Data provided:
=== Begin Enclosure ===
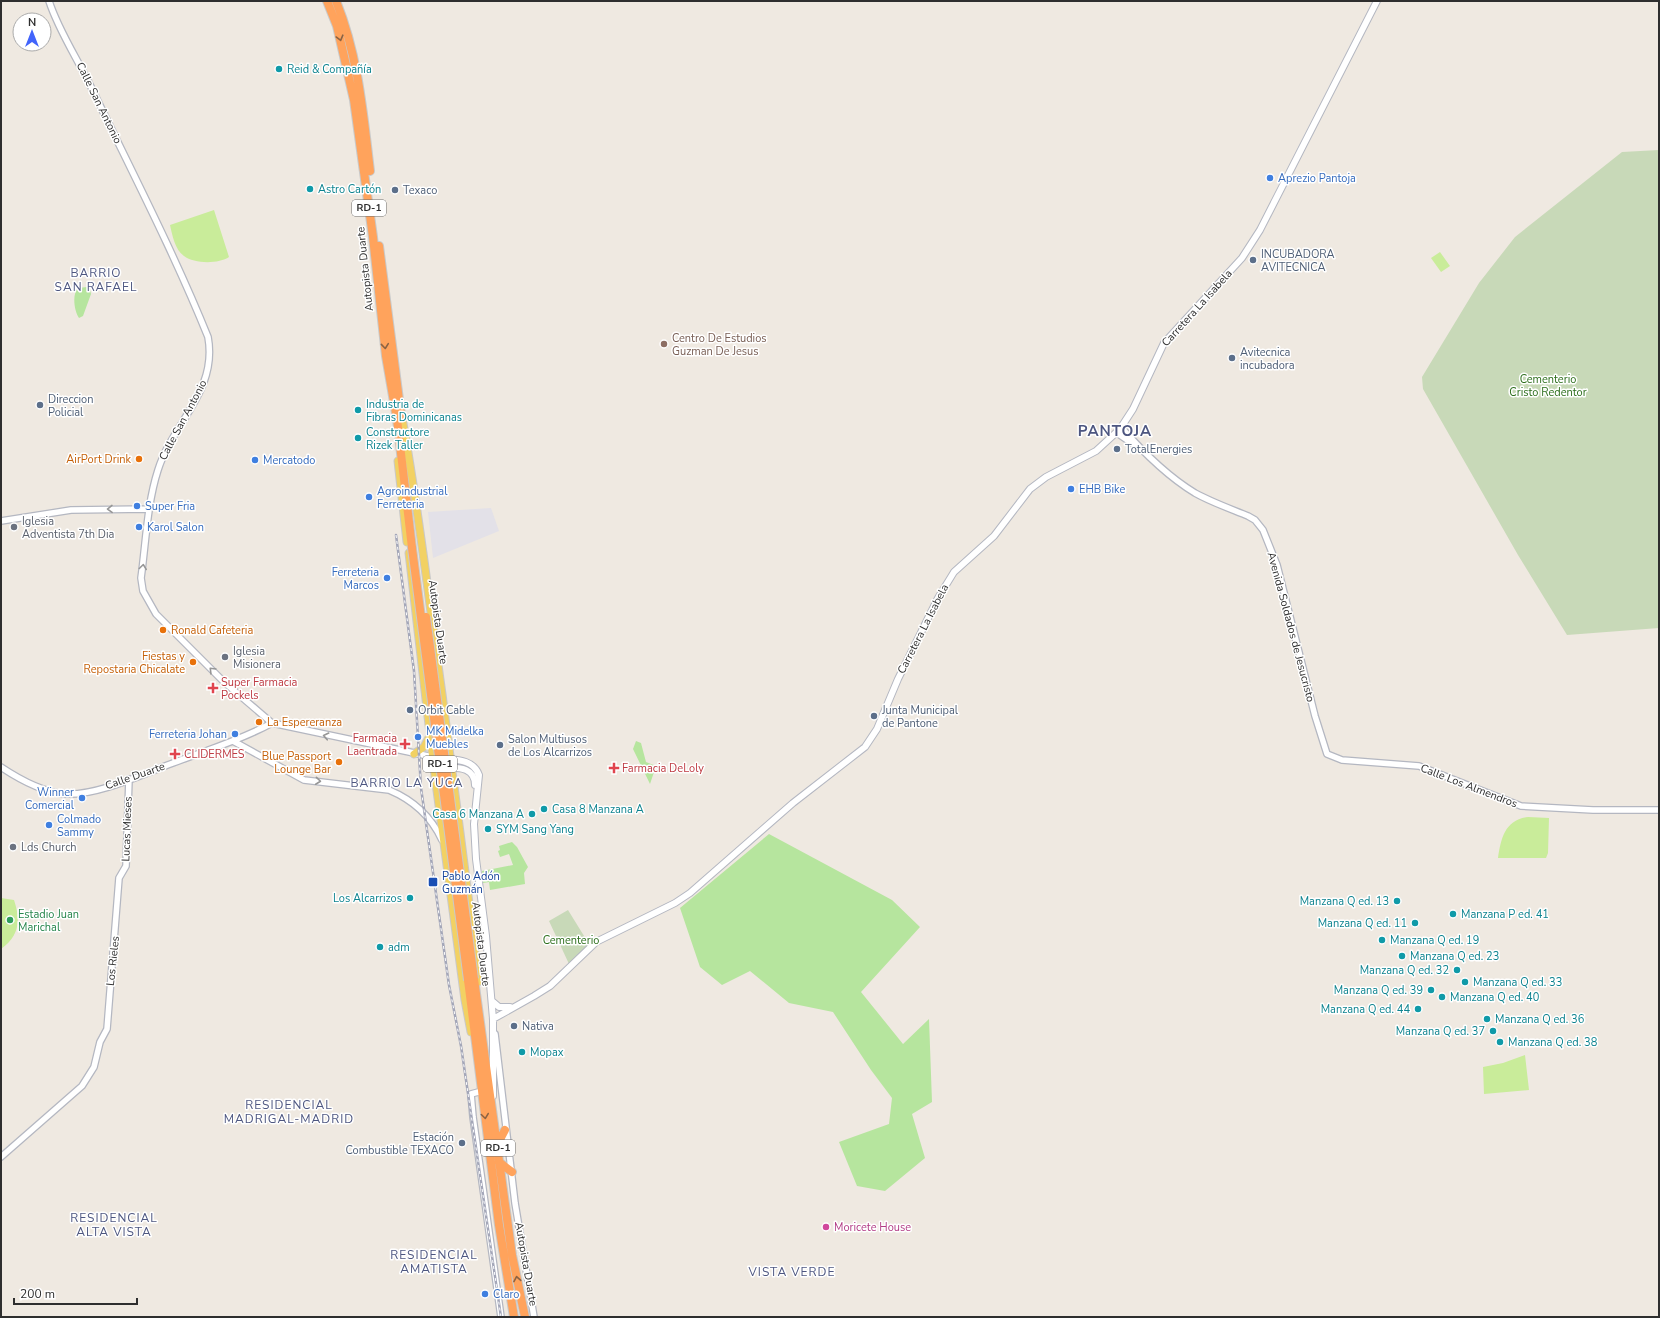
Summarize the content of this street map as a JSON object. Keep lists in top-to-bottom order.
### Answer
{
  "streets": {
    "highway": ["RD-1", "Autopista Duarte"],
    "main road": ["Carretera La Isabela"],
    "street": [
      "Calle San Antonio",
      "Avenida Soldados de Jesucristo",
      "Calle Duarte",
      "Calle Los Almendros",
      "Lucas Mieses",
      "Los Rieles"
    ]
  },
  "crossings": [
    ["Calle San Antonio", "Calle Duarte"],
    ["RD-1", "Autopista Duarte"],
    ["Carretera La Isabela", "Avenida Soldados de Jesucristo"],
    ["Avenida Soldados de Jesucristo", "Calle Los Almendros"],
    ["Calle Duarte", "Lucas Mieses"],
    ["Lucas Mieses", "Los Rieles"]
  ],
  "districts": [
    "BARRIO SAN RAFAEL",
    "PANTOJA",
    "BARRIO LA YUCA",
    "RESIDENCIAL MADRIGAL-MADRID",
    "RESIDENCIAL ALTA VISTA",
    "RESIDENCIAL AMATISTA",
    "VISTA VERDE"
  ],
  "parks": ["Cementerio Cristo Redentor", "Cementerio"],
  "places": {
    "other": [
      "Reid & Compañía",
      "Aprezio Pantoja",
      "Astro Cartón",
      "Texaco",
      "INCUBADORA AVITECNICA",
      "Centro De Estudios Guzman De Jesus",
      "Avitecnica incubadora",
      "Direccion Policial",
      "Industria de Fibras Dominicanas",
      "Constructore Rizek Taller",
      "TotalEnergies",
      "AirPort Drink",
      "Mercatodo",
      "EHB Bike",
      "Agroindustrial Ferreteria",
      "Super Fria",
      "Iglesia Adventista 7th Dia",
      "Karol Salon",
      "Ferreteria Marcos",
      "Ronald Cafeteria",
      "Iglesia Misionera",
      "Fiestas y Repostaria Chicalate",
      "Orbit Cable",
      "Junta Municipal de Pantone",
      "La Espereranza",
      "Ferreteria Johan",
      "MK Midelka Muebles",
      "Salon Multiusos de Los Alcarrizos",
      "Blue Passport Lounge Bar",
      "Winner Comercial",
      "Casa 8 Manzana A",
      "Casa 6 Manzana A",
      "Colmado Sammy",
      "SYM Sang Yang",
      "Lds Church",
      "Los Alcarrizos",
      "Manzana Q ed. 13",
      "Manzana P ed. 41",
      "Estadio Juan Marichal",
      "Manzana Q ed. 11",
      "Manzana Q ed. 19",
      "adm",
      "Manzana Q ed. 23",
      "Manzana Q ed. 32",
      "Manzana Q ed. 33",
      "Manzana Q ed. 39",
      "Manzana Q ed. 40",
      "Manzana Q ed. 44",
      "Manzana Q ed. 36",
      "Nativa",
      "Manzana Q ed. 37",
      "Manzana Q ed. 38",
      "Mopax",
      "Estación Combustible TEXACO",
      "Moricete House",
      "Claro"
    ],
    "health": [
      "Super Farmacia Pockels",
      "Farmacia Laentrada",
      "CLIDERMES",
      "Farmacia DeLoly"
    ],
    "transit": ["Pablo Adón Guzmán"]
  },
  "scale_bar": "200 m",
  "north": "top"
}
=== End Enclosure ===
What is needed:
Return all the records above exactly, pictures omitted.

Answer space:
Summarize the content of this street map as a JSON object. Keep lists in top-to-bottom order.
### Answer
{
  "streets": {
    "highway": ["RD-1", "Autopista Duarte"],
    "main road": ["Carretera La Isabela"],
    "street": [
      "Calle San Antonio",
      "Avenida Soldados de Jesucristo",
      "Calle Duarte",
      "Calle Los Almendros",
      "Lucas Mieses",
      "Los Rieles"
    ]
  },
  "crossings": [
    ["Calle San Antonio", "Calle Duarte"],
    ["RD-1", "Autopista Duarte"],
    ["Carretera La Isabela", "Avenida Soldados de Jesucristo"],
    ["Avenida Soldados de Jesucristo", "Calle Los Almendros"],
    ["Calle Duarte", "Lucas Mieses"],
    ["Lucas Mieses", "Los Rieles"]
  ],
  "districts": [
    "BARRIO SAN RAFAEL",
    "PANTOJA",
    "BARRIO LA YUCA",
    "RESIDENCIAL MADRIGAL-MADRID",
    "RESIDENCIAL ALTA VISTA",
    "RESIDENCIAL AMATISTA",
    "VISTA VERDE"
  ],
  "parks": ["Cementerio Cristo Redentor", "Cementerio"],
  "places": {
    "other": [
      "Reid & Compañía",
      "Aprezio Pantoja",
      "Astro Cartón",
      "Texaco",
      "INCUBADORA AVITECNICA",
      "Centro De Estudios Guzman De Jesus",
      "Avitecnica incubadora",
      "Direccion Policial",
      "Industria de Fibras Dominicanas",
      "Constructore Rizek Taller",
      "TotalEnergies",
      "AirPort Drink",
      "Mercatodo",
      "EHB Bike",
      "Agroindustrial Ferreteria",
      "Super Fria",
      "Iglesia Adventista 7th Dia",
      "Karol Salon",
      "Ferreteria Marcos",
      "Ronald Cafeteria",
      "Iglesia Misionera",
      "Fiestas y Repostaria Chicalate",
      "Orbit Cable",
      "Junta Municipal de Pantone",
      "La Espereranza",
      "Ferreteria Johan",
      "MK Midelka Muebles",
      "Salon Multiusos de Los Alcarrizos",
      "Blue Passport Lounge Bar",
      "Winner Comercial",
      "Casa 8 Manzana A",
      "Casa 6 Manzana A",
      "Colmado Sammy",
      "SYM Sang Yang",
      "Lds Church",
      "Los Alcarrizos",
      "Manzana Q ed. 13",
      "Manzana P ed. 41",
      "Estadio Juan Marichal",
      "Manzana Q ed. 11",
      "Manzana Q ed. 19",
      "adm",
      "Manzana Q ed. 23",
      "Manzana Q ed. 32",
      "Manzana Q ed. 33",
      "Manzana Q ed. 39",
      "Manzana Q ed. 40",
      "Manzana Q ed. 44",
      "Manzana Q ed. 36",
      "Nativa",
      "Manzana Q ed. 37",
      "Manzana Q ed. 38",
      "Mopax",
      "Estación Combustible TEXACO",
      "Moricete House",
      "Claro"
    ],
    "health": [
      "Super Farmacia Pockels",
      "Farmacia Laentrada",
      "CLIDERMES",
      "Farmacia DeLoly"
    ],
    "transit": ["Pablo Adón Guzmán"]
  },
  "scale_bar": "200 m",
  "north": "top"
}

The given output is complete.